Since time series is really import in finance and sales volume forecasting, quite a lot projects have been used R to support. Below is a great example from Kaggle to do Ross store sales volume forecasting and visualization by R :https://www.kaggle.com/shearerp/rossmann-store-sales/interactive-sales-visualization/code.

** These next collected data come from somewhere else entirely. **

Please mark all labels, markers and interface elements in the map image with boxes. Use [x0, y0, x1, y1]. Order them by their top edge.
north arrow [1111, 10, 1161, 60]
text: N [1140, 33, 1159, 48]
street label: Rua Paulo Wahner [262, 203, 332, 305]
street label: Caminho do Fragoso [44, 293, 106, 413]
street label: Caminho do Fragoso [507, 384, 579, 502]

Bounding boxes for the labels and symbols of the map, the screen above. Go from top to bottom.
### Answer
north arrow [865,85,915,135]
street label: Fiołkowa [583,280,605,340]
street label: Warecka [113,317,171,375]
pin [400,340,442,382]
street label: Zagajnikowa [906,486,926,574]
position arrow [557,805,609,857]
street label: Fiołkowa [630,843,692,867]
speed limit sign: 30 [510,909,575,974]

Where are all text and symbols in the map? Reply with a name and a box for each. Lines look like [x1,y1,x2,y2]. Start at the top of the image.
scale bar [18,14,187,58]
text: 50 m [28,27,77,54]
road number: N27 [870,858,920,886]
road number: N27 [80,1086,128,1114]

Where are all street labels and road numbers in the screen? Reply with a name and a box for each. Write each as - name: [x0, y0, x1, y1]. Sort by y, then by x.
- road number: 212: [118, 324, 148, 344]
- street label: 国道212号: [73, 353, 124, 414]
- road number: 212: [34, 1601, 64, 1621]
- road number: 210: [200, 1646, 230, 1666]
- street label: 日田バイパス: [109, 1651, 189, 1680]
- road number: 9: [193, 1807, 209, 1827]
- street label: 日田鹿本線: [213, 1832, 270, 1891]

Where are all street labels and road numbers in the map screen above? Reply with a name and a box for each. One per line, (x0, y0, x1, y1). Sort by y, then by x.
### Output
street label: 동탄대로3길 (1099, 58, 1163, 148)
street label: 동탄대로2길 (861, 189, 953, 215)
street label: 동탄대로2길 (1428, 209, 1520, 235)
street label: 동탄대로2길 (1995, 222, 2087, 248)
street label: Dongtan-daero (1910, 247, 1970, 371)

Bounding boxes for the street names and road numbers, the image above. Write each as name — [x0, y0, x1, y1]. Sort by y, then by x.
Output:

More detailed information can be found here.

45.4 plotly

Plotly is an interactive visualization library. The official website provides Python, R, Matlab, JavaScript, and Excel interfaces, so you can easily call Plotly in these software to achieve interactive visualization.Plotly supports facet, but when facet shapes exceed 9, a bug appears in legend.
There are three main functions:


plot_ly is the basic function that used to generate graph through Plotly.

Main parameters:

  • Data - source of the data

  • type of diagram - ‘scatter’,‘bar’,‘box’,‘heatmap’,‘histogram’,‘histogram 2d’,‘area’,‘pie’,‘contour’,‘histogram 2d’,‘contour’, ‘scatter3d’,‘surface’,‘mesh3d’,scattergeo’,‘choropleth’

  • type of symbol - ‘dot’, ‘cross’,‘diamond’, ‘square’, ‘triangle-down’, ‘triangle-left’, ‘triangle-right’,‘triangle-up’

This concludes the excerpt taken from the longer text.